*Your objective*:
Go through the material below, tally each line containing "import", and write the tally alone.
*** Opening of Records shown ***
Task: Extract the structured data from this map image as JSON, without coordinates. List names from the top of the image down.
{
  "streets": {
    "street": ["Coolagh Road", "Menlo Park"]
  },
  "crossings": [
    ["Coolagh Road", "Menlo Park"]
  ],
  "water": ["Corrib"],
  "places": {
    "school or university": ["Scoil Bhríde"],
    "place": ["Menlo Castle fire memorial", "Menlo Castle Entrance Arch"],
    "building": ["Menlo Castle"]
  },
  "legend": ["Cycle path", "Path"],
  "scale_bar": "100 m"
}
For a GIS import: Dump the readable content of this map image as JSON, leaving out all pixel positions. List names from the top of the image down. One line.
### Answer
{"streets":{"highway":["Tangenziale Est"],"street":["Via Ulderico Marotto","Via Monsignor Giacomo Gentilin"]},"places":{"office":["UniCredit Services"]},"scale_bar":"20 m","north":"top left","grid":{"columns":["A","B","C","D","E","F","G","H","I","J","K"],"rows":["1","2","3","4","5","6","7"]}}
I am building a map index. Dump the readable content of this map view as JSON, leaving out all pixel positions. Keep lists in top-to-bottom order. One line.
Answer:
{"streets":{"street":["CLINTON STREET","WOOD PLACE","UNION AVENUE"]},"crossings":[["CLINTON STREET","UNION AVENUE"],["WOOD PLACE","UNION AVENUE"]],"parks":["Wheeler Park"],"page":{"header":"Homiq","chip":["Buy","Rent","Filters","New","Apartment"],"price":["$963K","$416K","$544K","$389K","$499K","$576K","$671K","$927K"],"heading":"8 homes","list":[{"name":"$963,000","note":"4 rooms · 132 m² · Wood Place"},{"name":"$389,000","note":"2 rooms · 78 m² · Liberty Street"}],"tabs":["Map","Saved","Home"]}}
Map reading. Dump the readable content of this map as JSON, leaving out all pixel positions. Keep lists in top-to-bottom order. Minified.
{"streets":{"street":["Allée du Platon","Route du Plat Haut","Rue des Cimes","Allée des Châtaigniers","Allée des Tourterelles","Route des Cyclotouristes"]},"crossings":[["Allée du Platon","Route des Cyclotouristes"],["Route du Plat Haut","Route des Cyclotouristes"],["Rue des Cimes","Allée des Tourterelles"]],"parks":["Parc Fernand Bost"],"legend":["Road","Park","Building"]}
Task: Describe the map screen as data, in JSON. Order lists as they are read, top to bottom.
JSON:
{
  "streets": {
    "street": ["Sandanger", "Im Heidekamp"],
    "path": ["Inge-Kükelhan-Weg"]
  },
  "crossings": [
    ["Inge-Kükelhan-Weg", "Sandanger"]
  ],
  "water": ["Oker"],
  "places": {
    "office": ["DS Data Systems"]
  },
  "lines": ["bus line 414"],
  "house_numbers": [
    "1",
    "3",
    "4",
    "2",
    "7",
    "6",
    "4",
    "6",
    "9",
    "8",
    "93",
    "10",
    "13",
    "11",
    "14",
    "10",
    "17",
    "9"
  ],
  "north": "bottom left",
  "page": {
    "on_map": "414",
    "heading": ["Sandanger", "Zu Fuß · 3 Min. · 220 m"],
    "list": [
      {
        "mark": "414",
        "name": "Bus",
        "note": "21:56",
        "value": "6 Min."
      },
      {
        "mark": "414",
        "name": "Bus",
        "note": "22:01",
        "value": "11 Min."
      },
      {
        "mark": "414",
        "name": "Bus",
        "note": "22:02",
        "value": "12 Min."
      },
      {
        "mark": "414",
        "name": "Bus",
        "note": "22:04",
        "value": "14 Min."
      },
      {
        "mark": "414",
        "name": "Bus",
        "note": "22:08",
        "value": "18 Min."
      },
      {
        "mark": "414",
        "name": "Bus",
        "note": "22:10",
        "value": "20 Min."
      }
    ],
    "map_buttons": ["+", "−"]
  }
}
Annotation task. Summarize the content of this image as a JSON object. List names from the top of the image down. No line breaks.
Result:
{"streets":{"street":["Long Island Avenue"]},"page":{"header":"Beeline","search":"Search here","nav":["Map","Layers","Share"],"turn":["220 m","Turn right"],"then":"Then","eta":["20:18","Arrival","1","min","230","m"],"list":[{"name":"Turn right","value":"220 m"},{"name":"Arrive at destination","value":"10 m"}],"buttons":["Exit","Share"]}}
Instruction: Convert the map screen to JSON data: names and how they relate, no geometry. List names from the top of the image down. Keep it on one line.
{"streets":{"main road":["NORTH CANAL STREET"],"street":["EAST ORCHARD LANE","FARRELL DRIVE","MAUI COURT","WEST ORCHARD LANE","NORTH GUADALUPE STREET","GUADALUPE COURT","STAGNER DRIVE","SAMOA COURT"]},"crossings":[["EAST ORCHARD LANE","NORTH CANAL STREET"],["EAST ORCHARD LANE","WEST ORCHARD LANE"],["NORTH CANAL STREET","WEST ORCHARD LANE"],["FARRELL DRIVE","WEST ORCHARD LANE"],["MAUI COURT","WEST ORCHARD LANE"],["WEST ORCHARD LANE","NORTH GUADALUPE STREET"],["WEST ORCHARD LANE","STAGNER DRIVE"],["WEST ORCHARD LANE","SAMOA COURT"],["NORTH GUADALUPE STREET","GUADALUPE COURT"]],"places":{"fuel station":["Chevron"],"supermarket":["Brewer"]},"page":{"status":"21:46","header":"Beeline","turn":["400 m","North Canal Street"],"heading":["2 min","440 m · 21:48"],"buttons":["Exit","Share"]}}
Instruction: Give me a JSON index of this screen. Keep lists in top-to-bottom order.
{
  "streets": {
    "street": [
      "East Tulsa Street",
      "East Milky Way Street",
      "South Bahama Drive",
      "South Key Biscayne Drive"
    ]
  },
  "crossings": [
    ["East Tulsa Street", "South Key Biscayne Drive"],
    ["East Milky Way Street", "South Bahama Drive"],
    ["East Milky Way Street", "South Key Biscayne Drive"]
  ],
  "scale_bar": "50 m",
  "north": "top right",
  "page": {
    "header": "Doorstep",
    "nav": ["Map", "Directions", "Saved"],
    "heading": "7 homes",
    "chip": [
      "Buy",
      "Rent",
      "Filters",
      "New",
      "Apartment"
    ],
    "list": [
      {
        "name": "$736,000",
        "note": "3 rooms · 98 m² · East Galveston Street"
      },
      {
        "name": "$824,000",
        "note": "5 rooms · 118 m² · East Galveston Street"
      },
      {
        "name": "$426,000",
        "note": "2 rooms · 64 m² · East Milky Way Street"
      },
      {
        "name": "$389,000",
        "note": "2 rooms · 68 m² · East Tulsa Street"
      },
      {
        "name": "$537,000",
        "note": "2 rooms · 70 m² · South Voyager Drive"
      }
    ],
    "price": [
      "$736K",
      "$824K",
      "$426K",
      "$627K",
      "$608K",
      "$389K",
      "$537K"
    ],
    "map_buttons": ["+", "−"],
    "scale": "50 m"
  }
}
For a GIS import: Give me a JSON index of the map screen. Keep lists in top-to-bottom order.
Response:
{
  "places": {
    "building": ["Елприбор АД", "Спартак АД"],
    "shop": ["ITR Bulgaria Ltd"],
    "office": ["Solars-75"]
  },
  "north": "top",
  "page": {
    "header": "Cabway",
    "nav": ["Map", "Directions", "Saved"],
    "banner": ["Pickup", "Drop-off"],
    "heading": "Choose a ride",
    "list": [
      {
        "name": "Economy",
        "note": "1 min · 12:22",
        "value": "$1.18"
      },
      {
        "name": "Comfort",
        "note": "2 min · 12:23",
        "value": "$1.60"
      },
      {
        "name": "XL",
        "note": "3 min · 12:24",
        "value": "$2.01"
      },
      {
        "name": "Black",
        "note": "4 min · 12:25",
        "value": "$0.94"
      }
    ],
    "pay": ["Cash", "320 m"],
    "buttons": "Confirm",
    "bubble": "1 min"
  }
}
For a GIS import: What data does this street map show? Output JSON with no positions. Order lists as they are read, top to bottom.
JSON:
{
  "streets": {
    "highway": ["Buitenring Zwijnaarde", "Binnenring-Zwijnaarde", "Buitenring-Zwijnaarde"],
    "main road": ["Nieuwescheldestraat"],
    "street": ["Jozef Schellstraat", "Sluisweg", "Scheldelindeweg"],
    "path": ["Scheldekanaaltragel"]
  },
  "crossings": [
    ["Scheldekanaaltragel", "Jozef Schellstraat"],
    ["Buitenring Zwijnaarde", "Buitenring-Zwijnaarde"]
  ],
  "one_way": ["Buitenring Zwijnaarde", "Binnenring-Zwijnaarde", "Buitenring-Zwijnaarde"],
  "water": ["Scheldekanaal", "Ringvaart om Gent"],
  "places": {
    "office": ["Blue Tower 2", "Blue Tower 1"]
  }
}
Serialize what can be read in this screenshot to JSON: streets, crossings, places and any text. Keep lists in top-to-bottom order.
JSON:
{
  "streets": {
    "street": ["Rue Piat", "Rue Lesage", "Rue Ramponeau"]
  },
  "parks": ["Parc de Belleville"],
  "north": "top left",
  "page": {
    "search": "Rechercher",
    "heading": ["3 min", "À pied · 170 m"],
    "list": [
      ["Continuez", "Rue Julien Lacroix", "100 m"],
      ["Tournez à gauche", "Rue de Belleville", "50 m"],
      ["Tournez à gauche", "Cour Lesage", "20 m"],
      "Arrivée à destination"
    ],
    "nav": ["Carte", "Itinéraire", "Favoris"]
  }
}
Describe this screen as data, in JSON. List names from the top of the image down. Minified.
*** Close of Records shown ***
*Solution to this task*:
3